[ 
https://issues.apache.org/jira/browse/HADOOP-17201?page=com.atlassian.jira.plugin.system.issuetabpanels:comment-tabpanel&focusedCommentId=17370953#comment-17370953
 ] 

Daniel Zhi edited comment on HADOOP-17201 at 6/28/21, 11:43 PM:
----------------------------------------------------------------

Our tasks using StagingCommitter could be "stuck" in 
S3AFileSystem.deleteUnnecessaryFakeDirectories() for 300~500 seconds because 
the code retries with exponential delay (not a problem by itself) and the final 
exception being swallowed. The logic collects O(depth) parent dirs of an object 
path and call s3.deleteObjects() on them. For example, putObjectDirect of 
s3://bucket/05aee454/root/uuid/staging-uploads/_temporary/0/_temporary/file 
would lead to batch delete of following 7 objects:
 # {{s3://bucket/05aee454/root/uuid/staging-uploads/_temporary/0/_temporary/}}
 # {{s3://bucket/05aee454/root/uuid/staging-uploads/_temporary/0/}}
 # {{s3://bucket/05aee454/root/uuid/staging-uploads/_temporary/}}
 # {{s3://bucket/05aee454/root/uuid/staging-uploads/}}
 # {{s3://bucket/05aee454/root/uuid/}}
 # {{s3://bucket/05aee454/root/}}
 # {{s3://bucket/05aee454/}}

Such batch delete happens in every putObjectDirect() and rename(), and the keys 
spread across multiple levels.
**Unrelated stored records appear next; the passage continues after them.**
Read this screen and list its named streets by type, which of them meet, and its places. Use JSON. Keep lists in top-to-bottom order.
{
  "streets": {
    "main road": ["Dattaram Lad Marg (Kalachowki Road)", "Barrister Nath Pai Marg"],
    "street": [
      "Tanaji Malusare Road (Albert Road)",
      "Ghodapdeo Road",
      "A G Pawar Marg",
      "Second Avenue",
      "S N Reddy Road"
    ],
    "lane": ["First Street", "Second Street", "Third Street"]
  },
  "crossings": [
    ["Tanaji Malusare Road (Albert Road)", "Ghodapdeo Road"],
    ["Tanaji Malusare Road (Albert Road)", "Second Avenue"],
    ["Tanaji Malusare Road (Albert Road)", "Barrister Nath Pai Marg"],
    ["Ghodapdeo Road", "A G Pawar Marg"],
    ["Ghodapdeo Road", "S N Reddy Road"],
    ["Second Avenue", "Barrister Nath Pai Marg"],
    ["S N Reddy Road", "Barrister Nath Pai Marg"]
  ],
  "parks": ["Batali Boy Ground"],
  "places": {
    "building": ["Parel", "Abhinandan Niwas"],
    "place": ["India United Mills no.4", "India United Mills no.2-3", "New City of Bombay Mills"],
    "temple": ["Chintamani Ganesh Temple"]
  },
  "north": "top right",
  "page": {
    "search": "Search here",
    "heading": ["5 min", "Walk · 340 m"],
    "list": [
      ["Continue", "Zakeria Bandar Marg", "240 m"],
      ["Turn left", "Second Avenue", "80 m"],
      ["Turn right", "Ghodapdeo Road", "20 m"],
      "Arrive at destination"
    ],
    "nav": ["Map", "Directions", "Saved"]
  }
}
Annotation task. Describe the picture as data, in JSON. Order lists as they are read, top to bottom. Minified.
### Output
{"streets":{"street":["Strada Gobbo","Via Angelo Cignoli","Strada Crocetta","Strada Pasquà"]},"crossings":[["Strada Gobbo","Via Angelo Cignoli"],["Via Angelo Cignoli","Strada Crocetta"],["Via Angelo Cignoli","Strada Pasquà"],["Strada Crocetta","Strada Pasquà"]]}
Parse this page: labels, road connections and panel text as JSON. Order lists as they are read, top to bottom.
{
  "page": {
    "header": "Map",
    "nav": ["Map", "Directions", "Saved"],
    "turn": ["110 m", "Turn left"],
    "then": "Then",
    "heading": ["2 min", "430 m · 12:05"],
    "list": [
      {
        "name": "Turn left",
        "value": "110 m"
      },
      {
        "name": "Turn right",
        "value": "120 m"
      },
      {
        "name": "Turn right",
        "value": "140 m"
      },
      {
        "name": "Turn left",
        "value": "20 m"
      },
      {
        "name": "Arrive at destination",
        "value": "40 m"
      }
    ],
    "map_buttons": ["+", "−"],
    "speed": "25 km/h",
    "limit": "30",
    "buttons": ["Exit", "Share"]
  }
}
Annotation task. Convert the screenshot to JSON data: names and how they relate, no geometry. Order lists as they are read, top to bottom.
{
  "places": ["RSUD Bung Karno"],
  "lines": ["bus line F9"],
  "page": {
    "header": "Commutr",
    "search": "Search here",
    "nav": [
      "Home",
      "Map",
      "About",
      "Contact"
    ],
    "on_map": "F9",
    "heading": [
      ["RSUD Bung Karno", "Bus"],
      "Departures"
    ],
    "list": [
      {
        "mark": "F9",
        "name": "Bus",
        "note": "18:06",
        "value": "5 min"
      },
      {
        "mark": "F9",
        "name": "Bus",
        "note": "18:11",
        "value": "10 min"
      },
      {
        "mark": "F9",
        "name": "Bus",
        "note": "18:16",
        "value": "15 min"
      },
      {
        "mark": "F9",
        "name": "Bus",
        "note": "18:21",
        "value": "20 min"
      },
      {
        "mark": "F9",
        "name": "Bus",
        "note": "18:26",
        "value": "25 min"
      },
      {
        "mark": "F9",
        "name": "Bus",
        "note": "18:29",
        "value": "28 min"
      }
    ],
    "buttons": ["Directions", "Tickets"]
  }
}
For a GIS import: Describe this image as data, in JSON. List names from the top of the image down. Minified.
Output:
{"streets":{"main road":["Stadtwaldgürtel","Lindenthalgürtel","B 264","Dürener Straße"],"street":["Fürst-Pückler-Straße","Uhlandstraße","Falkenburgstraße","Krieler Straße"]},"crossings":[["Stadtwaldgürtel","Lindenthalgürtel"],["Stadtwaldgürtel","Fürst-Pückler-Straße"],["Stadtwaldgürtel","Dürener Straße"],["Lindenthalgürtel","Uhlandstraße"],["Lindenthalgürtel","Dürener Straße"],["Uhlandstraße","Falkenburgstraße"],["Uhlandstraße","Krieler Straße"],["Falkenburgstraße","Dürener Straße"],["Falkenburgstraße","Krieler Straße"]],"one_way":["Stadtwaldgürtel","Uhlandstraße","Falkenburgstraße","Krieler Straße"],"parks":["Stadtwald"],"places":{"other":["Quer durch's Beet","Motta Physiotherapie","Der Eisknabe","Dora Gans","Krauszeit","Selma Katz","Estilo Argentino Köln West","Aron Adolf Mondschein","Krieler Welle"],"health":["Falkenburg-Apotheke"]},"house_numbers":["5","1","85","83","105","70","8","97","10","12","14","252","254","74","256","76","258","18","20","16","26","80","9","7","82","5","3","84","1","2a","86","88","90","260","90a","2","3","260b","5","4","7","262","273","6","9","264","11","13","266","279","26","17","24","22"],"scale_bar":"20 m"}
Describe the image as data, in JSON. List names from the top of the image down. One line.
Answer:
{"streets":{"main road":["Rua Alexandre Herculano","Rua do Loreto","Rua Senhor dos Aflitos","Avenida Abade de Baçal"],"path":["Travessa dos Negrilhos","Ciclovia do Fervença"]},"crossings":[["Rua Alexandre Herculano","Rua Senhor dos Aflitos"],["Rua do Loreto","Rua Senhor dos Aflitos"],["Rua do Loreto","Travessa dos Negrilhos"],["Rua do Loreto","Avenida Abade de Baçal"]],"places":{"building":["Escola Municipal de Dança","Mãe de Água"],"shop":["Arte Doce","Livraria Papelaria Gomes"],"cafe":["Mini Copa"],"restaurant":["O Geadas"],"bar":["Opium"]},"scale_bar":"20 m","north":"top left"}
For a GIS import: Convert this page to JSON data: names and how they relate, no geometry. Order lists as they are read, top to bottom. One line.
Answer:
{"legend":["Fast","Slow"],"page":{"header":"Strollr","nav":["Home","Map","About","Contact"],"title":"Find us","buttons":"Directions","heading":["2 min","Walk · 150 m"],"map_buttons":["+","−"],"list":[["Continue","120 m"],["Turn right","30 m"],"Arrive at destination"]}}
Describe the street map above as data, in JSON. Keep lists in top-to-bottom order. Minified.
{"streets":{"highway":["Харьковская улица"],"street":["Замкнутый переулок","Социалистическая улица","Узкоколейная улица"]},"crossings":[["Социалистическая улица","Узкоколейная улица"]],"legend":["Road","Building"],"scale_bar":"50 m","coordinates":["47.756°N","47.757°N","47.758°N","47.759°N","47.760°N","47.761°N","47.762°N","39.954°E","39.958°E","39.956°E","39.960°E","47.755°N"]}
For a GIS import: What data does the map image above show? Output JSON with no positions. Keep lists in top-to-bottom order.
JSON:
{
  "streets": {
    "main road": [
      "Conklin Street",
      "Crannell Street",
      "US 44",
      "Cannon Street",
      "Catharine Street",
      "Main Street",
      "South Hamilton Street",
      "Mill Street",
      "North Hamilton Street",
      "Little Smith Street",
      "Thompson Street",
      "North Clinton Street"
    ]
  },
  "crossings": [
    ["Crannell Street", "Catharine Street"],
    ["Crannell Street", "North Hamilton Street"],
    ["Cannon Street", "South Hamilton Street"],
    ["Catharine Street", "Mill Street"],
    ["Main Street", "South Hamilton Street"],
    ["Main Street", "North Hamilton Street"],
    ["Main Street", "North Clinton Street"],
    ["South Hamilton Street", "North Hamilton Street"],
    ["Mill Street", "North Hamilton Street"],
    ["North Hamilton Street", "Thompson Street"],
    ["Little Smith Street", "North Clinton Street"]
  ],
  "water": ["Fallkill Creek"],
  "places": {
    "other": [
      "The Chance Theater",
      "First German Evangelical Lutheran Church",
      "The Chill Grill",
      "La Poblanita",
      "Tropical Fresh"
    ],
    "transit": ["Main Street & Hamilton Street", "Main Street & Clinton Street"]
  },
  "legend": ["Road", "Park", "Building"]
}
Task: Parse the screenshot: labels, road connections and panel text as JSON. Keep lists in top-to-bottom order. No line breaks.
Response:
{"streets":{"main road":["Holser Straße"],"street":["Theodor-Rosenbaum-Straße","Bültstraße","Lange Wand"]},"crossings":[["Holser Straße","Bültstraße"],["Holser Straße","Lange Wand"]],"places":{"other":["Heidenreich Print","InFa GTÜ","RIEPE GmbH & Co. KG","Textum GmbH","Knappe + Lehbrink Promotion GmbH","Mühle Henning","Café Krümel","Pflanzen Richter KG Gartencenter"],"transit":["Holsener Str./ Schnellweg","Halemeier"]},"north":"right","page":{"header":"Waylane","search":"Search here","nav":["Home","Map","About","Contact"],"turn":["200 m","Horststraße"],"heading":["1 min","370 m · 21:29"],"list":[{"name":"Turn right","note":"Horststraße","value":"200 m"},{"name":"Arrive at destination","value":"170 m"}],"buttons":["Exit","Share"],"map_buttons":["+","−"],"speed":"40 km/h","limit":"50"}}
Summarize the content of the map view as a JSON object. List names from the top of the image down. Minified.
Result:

Either simply due to too many of such calls, and 
likely the fact that keys are across levels hence contention across parallel 
such requests, it trigger large number of SlowDown error from S3. The retry 
with exponential delay (and finally swallow the exception) make the task just 
appear as hang without progress for sometime O(500) seconds, and no obvious 
failure in the end.

Most of the fake parent paths end with "/" actually do not exist in S3 (maybe 
except the immediate one created by createFakeDirectory). It is not clear to me 
what's the exact purpose of deleteUnnecessaryFakeDirectories() but the impact 
is severe when use s3 as the defaultFS (for the simplicity to avoid managing 
HDFS and S3 being strong consistent [https://aws.amazon.com/s3/consistency/]).


was (Author: danzhi):
I noticed the task could be "stuck" in 
S3AFileSystem.deleteUnnecessaryFakeDirectories() for 300~500 seconds because 
the code retries with exponential delay (not a problem by itself) and the final 
exception being swallowed. The logic collects O(depth) parent dirs of an object 
path and call s3.deleteObjects() on them. For example, putObjectDirect of 
s3://bucket/05aee454/root/uuid/staging-uploads/_temporary/0/_temporary/file 
would lead to following 7 objects:
 # {{s3://bucket/05aee454/root/uuid/staging-uploads/_temporary/0/_temporary/}}
 # {{s3://bucket/05aee454/root/uuid/staging-uploads/_temporary/0/}}
 # {{s3://bucket/05aee454/root/uuid/staging-uploads/_temporary/}}
 # {{s3://bucket/05aee454/root/uuid/staging-uploads/}}
 # {{s3://bucket/05aee454/root/uuid/}}
 # {{s3://bucket/05aee454/root/}}
 # {{s3://bucket/05aee454/}}

Such batch delete happens in every putObjectDirect() and rename(), and the keys 
spread across multiple levels. Either simply due to too many of such calls, 
and/or the fact is delete keys across levels with key contention across 
parallel requests, it trigger SlowDown error from S3. The retry with 
exponential delay (and finally swallow the exception) make the task just appear 
as hang without progress for sometime O(500) seconds.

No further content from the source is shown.